College Graduation Rate Prediction

🎓 College Graduation Rate Prediction Using Ridge and LASSO Regression

MAIN TOOL

R Programming Language

Technique

Linear Regression with Regularization

INDUSTRY

Education

📚 About the Project

This project employs Ridge and LASSO Regression to predict college graduation rates based on a rich dataset of U.S. colleges. The project uses the College dataset from the ISLR package, which contains information about U.S. colleges and universities, including tuition fees, student demographics, and graduation rates.
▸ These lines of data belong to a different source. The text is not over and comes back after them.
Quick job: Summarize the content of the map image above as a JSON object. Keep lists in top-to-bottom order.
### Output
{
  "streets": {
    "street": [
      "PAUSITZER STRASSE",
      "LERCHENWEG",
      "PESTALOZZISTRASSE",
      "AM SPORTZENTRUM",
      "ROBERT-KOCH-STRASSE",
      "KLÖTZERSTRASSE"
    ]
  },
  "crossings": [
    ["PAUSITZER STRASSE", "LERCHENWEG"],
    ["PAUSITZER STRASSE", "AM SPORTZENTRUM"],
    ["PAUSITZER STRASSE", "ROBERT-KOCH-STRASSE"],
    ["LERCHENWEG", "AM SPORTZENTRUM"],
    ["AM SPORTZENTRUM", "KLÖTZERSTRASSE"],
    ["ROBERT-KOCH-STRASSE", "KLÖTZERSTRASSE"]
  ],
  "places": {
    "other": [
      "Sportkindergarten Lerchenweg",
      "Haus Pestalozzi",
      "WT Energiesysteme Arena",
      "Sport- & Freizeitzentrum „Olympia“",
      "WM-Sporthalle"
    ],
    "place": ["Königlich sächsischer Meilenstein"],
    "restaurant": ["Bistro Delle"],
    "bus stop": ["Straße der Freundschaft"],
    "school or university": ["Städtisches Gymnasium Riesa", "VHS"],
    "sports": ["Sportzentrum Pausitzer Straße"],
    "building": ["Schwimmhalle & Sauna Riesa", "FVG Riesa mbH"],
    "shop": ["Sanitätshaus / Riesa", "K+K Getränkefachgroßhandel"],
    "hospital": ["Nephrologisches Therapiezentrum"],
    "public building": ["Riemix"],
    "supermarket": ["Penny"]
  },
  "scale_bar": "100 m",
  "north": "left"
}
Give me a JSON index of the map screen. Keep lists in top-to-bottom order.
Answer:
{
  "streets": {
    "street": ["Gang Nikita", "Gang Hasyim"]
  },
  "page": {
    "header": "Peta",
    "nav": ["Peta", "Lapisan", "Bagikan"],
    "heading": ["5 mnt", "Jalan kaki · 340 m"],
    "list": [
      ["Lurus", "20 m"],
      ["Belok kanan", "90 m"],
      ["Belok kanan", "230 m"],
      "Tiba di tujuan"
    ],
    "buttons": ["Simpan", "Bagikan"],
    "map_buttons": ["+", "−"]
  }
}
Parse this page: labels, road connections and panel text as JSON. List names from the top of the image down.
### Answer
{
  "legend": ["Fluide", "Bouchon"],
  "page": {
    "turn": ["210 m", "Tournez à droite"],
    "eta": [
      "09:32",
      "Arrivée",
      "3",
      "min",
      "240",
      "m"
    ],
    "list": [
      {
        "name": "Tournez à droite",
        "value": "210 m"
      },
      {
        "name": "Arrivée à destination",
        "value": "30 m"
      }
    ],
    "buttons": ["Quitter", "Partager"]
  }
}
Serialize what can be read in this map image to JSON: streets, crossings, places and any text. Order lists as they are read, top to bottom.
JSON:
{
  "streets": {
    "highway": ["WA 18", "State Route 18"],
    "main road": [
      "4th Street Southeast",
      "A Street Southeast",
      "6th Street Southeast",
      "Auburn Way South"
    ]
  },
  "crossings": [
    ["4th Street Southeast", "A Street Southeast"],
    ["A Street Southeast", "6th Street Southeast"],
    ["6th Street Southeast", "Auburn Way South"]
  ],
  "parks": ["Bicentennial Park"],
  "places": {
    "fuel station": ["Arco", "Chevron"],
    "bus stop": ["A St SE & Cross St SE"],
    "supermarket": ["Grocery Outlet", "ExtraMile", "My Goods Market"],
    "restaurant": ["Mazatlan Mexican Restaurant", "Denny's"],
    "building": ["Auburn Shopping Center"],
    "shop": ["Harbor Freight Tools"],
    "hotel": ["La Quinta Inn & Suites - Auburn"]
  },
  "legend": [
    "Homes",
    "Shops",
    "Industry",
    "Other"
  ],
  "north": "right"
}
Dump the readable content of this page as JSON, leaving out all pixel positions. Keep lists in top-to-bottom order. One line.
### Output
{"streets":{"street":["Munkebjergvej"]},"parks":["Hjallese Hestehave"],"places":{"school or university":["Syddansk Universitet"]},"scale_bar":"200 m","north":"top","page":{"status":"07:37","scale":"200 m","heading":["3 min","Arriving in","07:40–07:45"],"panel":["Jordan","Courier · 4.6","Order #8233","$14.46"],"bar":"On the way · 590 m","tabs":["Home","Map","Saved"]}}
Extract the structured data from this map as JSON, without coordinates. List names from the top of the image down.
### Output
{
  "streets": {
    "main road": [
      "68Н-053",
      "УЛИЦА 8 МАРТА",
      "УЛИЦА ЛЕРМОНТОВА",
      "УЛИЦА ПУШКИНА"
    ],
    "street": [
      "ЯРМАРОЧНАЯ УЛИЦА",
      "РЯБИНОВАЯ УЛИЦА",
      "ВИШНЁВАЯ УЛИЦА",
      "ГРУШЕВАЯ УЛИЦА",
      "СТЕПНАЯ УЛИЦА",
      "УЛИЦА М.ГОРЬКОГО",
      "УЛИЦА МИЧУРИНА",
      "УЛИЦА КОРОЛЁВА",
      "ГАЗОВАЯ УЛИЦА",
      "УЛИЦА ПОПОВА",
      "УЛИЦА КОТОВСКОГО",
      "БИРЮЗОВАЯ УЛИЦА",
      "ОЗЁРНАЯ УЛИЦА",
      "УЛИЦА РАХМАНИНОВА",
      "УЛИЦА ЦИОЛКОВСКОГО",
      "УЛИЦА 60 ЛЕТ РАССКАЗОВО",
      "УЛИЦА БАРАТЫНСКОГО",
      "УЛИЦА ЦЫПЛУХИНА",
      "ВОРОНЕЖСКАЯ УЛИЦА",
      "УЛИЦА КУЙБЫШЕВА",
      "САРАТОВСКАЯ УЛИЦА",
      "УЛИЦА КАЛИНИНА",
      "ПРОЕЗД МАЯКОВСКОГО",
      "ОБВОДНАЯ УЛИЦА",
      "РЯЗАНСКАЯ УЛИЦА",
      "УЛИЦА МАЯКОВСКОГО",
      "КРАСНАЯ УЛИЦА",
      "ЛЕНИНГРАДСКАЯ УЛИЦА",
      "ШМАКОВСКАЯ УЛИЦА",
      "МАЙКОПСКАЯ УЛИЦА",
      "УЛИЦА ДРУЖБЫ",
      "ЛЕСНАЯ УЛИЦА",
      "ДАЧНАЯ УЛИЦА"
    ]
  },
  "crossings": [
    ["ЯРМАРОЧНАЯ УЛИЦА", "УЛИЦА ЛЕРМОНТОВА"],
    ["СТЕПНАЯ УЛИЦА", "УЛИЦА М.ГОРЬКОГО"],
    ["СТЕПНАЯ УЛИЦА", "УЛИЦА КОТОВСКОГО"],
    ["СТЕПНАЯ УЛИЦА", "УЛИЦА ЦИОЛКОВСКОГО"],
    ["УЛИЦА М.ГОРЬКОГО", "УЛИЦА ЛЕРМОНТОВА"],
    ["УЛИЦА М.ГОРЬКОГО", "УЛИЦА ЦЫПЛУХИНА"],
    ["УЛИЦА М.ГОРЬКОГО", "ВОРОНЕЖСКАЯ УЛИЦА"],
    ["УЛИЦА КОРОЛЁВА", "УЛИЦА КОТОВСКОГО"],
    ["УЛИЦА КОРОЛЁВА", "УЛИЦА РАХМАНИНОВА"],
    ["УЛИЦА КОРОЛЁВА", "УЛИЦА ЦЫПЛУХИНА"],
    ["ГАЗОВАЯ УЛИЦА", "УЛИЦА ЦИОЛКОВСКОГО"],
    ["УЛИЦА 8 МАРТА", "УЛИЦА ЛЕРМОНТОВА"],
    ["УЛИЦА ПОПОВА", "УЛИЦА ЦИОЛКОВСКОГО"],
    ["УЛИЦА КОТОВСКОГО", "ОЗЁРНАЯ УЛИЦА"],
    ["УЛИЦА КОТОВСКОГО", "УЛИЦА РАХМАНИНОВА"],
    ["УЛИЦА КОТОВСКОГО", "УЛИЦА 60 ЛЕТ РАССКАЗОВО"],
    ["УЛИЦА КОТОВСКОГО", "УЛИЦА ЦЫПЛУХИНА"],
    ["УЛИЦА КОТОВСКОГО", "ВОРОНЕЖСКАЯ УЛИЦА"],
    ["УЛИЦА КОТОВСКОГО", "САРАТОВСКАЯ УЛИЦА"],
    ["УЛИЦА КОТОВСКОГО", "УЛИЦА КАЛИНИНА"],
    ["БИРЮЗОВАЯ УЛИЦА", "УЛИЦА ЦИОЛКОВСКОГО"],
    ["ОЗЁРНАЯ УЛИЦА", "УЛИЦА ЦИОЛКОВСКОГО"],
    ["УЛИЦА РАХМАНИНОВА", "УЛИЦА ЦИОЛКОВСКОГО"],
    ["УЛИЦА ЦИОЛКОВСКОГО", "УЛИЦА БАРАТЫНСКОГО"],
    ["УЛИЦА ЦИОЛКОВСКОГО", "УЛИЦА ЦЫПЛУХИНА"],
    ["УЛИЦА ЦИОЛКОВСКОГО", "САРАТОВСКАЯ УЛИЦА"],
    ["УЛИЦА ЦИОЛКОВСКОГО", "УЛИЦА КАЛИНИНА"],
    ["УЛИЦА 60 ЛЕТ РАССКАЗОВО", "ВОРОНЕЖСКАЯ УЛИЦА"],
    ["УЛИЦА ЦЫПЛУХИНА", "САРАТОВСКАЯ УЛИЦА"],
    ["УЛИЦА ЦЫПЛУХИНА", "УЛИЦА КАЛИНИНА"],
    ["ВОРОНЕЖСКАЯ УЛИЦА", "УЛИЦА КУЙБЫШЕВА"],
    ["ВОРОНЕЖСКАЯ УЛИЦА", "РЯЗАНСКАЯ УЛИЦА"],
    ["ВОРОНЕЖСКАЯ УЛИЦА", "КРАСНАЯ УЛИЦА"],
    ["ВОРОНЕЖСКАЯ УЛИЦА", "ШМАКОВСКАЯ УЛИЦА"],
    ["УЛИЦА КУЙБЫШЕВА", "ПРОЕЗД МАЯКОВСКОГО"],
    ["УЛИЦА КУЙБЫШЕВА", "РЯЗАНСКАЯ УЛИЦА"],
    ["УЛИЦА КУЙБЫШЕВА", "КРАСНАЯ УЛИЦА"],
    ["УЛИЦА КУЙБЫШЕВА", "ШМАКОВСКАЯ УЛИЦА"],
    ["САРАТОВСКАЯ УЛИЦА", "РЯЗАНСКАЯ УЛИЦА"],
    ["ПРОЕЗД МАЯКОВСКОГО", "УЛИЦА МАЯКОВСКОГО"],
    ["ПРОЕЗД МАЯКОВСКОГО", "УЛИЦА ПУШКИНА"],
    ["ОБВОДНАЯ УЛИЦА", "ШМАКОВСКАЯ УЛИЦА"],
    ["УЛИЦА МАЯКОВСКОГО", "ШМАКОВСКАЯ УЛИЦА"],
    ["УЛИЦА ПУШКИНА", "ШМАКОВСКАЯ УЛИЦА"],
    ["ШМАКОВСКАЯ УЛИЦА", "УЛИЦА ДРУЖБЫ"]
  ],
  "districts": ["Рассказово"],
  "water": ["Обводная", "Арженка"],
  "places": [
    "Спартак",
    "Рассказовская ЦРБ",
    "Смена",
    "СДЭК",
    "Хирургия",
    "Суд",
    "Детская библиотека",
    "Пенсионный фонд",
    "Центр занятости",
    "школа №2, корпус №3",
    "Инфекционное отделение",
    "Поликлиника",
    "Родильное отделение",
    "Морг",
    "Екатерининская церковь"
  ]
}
By utilizing regularization techniques, this project addresses issues of multicollinearity, selects significant predictors, and provides actionable insights for improving educational outcomes.

🔑 Key Features

Data Preprocessing:
- Comprehensive exploration and cleaning of the dataset.
- Analysis of multicollinearity and feature engineering.
Modeling Techniques:
- Ridge Regression (L2 Regularization).
- LASSO Regression (L1 Regularization).
- Stepwise Regression for model comparison.
Model Evaluation:
- Comparison of RMSE for Ridge, LASSO, and Stepwise Regression.
- Validation of overfitting and generalization using training and testing datasets.
Visualization:
- Detailed plots showing regularization paths, deviance explained, and variable importance.

📊 Key Insights

Best Model: Ridge Regression outperformed other models with the lowest RMSE.
Significant Predictors:
- Private: Private colleges have higher graduation rates compared to public institutions.
- Top10perc and Top25perc: A higher proportion of top-performing students positively impacts graduation rates.
- perc.alumni: Alumni engagement strongly correlates with higher graduation rates.
Overfitting:
- Ridge and LASSO models showed minimal overfitting, ensuring robustness.

📜 Full Report

For a detailed analysis, including methodology, regularization plots, and insights, refer to the complete project report:
📄 College Graduation Rate Prediction Report

📂 Project Structure

.
├── Data/
│   ├── College.csv
├── Scripts/
│   ├── College_Graduation_Rate_Prediction.R
├── Reports/
│   ├── College_Graduation_Rate_Prediction.pdf
├── README.md

🤝 Connect with Me

Feel free to reach out for feedback, questions, or collaboration opportunities:
LinkedIn: Dr. Syed Faizan

Author: Syed Faizan
Master’s Student in Data Analytics and Machine Learning

Github Repository

R Code and the Report of the Analysis

	#---------------------------------------------------------#
	# Syed Faizan #
	# College Graduation Rate Prediction #
	# #
	# #
	# #
	# #
	#---------------------------------------------------------#

	# Starting with a clean environment

	rm(list=ls())


	# Clearing the Console
	cat("\014") # Clears the console

	# Removing Scientific Notation
	options(scipen = 999)

	# Loading the packages utilized for Data cleaning and Data Analysis



	library(tidyverse)
	library(grid)
	library(gridExtra)
	library(dplyr)
	library(ggplot2)
	library(ISLR)
	library(caret)
	library(vtable)
	library(dlookr)
	library(DataExplorer)
	library(psych)
	library(pROC)
	library(ggcorrplot)
	library(glmnet)


	# Loading the College Dataset

	College <- College

	dim(cl)
	names(cl)
	summary(cl)
	View(cl)
	class(cl)


	# Since Graduation Rate is the response variable prescribed in our assignment
	# I wish to take a closer look at it through box plots




	ggplot(cl, aes(x = Private, y = Grad.Rate, fill = Private)) +
	geom_boxplot( alpha = 0.7, col = c("red", "blue")) +
	labs(title = "Graduation Rate by College Type",

	y = "Graduation Rate (%)",
	fill = "Is the College Private?") +
	theme(legend.position = "bottom",
	plot.title = element_text(hjust = 0.5), # Center the title
	legend.title.align = 0.5) + # Center the legend title
	ylim(0, 120) # Limit Y-axis to valid graduation rates

	# Descriptive Statistics Table for the Dataset

	st(cl)


	# RIDGE
	# Assignment Question 1

	# Split the data into a train and test set – refer to the Feature_Selection_R.pdf
	# document for information on how to split a dataset.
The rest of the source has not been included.